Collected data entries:
___

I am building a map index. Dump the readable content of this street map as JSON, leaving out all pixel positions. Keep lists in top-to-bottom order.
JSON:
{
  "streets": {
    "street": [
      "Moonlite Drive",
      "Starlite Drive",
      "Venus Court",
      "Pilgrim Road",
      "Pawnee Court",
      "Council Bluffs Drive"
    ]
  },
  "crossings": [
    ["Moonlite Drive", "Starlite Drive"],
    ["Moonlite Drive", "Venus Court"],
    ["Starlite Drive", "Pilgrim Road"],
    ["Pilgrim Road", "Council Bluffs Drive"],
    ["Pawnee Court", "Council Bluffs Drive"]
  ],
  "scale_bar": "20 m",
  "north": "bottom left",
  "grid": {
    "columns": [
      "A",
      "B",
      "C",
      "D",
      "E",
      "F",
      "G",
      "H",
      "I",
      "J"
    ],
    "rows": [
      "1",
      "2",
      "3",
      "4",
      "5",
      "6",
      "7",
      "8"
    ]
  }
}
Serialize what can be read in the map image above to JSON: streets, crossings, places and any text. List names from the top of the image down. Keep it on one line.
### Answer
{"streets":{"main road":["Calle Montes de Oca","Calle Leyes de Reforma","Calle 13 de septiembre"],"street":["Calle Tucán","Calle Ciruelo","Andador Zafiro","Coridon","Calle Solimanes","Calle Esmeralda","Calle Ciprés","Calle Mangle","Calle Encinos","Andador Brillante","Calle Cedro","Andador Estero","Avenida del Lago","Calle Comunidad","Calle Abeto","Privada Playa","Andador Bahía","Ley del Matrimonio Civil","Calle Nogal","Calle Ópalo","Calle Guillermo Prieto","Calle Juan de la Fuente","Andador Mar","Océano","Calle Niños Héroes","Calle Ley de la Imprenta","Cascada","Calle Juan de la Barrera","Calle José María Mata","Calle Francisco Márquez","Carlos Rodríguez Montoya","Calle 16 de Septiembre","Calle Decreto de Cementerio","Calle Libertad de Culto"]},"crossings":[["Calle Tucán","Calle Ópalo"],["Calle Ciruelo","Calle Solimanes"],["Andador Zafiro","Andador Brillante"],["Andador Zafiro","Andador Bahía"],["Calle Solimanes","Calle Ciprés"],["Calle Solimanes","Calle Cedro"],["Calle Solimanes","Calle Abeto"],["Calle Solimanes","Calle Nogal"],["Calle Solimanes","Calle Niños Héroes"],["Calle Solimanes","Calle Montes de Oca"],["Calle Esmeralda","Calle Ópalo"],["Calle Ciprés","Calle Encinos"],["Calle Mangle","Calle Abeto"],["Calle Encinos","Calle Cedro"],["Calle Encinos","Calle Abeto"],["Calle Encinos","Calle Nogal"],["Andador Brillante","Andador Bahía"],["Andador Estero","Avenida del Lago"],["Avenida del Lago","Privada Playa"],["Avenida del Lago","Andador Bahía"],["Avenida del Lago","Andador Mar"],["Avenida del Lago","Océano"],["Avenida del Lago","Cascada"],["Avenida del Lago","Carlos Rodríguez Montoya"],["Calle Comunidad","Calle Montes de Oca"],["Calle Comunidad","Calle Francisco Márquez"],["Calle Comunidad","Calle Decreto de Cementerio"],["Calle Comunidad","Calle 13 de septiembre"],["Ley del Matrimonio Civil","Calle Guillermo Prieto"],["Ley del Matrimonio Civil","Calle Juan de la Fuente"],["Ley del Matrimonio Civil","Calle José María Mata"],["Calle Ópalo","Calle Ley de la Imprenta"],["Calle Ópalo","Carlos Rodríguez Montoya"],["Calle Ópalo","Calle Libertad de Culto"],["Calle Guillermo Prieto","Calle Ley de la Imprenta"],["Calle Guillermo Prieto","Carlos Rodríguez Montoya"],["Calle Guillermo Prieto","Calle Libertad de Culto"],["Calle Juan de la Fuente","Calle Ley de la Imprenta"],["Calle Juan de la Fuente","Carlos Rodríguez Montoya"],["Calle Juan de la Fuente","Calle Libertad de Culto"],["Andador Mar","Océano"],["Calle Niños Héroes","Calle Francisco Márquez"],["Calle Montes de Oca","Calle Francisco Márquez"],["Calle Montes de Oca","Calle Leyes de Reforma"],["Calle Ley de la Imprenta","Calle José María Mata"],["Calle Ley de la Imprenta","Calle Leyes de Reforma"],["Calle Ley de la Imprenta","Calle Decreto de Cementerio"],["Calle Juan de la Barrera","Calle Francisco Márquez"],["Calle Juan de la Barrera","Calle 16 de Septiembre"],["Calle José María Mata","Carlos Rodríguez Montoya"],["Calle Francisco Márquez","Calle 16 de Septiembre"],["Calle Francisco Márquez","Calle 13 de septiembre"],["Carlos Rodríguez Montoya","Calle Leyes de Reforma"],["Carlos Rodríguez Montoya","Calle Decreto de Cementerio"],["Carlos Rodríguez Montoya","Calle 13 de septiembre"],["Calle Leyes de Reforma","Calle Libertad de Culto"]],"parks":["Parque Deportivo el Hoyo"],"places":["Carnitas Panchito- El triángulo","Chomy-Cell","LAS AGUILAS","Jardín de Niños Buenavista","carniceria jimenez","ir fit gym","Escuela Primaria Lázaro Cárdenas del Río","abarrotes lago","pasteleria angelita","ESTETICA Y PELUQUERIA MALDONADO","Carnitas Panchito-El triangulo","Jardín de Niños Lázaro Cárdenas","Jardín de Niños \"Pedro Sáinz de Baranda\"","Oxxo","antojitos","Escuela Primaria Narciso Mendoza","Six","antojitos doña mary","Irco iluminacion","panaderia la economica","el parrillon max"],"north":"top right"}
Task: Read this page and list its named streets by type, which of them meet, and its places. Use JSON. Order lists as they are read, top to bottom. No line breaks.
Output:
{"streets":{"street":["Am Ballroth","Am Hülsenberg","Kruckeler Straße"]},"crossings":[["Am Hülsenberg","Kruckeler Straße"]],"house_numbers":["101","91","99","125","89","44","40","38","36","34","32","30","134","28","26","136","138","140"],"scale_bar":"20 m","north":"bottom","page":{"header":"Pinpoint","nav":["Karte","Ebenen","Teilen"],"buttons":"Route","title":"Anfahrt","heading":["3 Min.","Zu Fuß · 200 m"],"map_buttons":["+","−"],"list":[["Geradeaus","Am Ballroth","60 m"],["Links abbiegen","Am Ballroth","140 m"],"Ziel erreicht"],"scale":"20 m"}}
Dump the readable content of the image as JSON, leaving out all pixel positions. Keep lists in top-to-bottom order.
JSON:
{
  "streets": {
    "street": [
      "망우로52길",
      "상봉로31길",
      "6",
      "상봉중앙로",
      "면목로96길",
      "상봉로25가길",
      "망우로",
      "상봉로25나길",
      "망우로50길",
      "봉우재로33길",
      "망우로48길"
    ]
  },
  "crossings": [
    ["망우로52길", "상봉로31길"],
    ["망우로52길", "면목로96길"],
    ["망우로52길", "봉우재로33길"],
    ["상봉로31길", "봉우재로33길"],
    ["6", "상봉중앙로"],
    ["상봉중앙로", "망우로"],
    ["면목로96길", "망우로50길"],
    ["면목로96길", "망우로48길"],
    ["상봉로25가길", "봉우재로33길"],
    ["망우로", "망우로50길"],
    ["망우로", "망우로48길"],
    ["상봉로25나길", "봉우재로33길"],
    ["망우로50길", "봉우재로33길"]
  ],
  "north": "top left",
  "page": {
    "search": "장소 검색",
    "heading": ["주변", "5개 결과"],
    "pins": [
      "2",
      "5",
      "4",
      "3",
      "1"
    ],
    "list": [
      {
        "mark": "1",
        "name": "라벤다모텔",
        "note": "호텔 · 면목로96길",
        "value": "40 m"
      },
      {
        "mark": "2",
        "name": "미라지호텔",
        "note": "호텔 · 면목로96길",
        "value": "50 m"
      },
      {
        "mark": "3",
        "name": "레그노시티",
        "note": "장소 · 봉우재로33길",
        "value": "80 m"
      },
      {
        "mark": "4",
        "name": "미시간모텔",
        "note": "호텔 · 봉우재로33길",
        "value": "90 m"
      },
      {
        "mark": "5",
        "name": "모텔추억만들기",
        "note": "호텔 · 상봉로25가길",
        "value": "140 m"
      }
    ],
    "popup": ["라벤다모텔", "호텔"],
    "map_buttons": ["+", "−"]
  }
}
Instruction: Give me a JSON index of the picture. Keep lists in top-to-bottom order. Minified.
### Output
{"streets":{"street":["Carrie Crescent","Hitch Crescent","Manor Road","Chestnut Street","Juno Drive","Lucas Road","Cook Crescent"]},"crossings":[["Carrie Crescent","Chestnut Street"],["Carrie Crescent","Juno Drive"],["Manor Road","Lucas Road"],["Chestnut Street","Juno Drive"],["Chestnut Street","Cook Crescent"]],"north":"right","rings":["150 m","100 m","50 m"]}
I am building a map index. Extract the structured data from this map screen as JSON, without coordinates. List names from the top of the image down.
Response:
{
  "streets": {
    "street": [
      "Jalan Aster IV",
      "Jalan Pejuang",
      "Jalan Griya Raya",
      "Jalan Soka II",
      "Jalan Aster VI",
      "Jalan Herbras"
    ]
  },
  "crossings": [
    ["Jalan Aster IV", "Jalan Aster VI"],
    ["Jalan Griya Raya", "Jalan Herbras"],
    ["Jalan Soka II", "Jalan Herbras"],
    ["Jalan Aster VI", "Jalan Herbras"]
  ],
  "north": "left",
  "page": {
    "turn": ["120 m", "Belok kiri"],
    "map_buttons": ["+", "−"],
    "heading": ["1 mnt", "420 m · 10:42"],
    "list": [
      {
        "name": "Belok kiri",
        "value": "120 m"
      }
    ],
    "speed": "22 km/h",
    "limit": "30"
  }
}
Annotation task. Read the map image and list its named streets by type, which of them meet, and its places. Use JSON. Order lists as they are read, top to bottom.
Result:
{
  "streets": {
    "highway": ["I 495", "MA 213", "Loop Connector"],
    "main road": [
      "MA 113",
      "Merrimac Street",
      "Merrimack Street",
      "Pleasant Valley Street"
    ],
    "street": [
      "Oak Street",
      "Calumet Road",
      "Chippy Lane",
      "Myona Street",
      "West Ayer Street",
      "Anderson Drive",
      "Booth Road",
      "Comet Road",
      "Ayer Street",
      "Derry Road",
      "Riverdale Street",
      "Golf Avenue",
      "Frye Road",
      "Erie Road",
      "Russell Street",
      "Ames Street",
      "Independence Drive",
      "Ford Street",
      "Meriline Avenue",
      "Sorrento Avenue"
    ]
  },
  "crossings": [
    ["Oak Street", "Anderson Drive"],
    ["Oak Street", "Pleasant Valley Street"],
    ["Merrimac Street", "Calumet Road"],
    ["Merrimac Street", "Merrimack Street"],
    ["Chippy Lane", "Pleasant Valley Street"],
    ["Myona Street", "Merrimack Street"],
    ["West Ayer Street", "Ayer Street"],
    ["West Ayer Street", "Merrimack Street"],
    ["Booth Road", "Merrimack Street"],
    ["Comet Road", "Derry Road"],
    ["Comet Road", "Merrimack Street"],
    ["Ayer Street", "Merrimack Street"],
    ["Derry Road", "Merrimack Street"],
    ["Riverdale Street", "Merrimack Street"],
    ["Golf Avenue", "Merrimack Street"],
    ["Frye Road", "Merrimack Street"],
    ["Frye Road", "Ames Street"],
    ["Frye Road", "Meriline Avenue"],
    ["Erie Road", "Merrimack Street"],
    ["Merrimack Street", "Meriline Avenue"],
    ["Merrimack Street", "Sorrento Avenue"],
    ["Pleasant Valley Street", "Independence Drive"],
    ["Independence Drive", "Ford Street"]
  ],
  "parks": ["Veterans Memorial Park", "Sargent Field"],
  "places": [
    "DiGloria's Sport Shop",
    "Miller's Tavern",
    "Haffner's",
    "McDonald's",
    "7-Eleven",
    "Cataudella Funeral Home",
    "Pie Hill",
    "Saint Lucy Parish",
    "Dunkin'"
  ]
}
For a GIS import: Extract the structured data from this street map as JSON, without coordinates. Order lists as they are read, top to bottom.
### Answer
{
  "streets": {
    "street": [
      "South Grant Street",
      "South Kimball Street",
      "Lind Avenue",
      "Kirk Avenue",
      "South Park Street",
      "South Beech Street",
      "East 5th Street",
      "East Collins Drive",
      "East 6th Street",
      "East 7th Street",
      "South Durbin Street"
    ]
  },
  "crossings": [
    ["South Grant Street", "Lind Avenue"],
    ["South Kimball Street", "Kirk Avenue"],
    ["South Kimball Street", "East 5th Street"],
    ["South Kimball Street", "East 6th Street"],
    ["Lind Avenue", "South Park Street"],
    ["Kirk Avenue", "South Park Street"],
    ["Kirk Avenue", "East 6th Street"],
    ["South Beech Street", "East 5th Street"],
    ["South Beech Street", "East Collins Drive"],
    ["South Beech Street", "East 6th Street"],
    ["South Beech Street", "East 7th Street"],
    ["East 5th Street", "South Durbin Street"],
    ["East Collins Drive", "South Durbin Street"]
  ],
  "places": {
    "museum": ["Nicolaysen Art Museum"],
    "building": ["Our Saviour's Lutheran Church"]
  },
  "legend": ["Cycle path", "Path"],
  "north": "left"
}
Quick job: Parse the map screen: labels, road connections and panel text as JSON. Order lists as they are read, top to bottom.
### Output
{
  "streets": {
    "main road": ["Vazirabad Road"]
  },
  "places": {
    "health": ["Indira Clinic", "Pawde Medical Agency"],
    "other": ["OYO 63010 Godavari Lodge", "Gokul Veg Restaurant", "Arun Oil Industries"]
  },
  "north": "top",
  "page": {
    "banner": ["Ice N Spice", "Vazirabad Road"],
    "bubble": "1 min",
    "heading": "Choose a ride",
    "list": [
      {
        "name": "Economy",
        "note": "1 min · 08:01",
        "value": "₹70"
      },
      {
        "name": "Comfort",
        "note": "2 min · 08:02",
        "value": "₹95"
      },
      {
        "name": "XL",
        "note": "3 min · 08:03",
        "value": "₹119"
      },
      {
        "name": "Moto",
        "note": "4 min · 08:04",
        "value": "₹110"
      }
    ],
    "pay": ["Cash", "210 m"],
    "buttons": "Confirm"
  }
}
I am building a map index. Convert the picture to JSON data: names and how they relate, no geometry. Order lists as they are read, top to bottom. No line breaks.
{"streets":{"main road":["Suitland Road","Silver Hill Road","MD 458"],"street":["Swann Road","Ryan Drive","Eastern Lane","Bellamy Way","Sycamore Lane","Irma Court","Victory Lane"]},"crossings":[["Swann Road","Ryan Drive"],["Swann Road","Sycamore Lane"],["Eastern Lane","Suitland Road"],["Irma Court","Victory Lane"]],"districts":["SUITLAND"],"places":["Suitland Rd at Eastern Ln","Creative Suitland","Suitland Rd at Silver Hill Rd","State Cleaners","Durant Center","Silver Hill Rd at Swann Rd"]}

___

> [GOAL OF THE EXERCISE]
Copy all lines from the data that hold the word "Kirk".

> [EXERCISE ANSWER]
      "Kirk Avenue",
    ["South Kimball Street", "Kirk Avenue"],
    ["Kirk Avenue", "South Park Street"],
    ["Kirk Avenue", "East 6th Street"],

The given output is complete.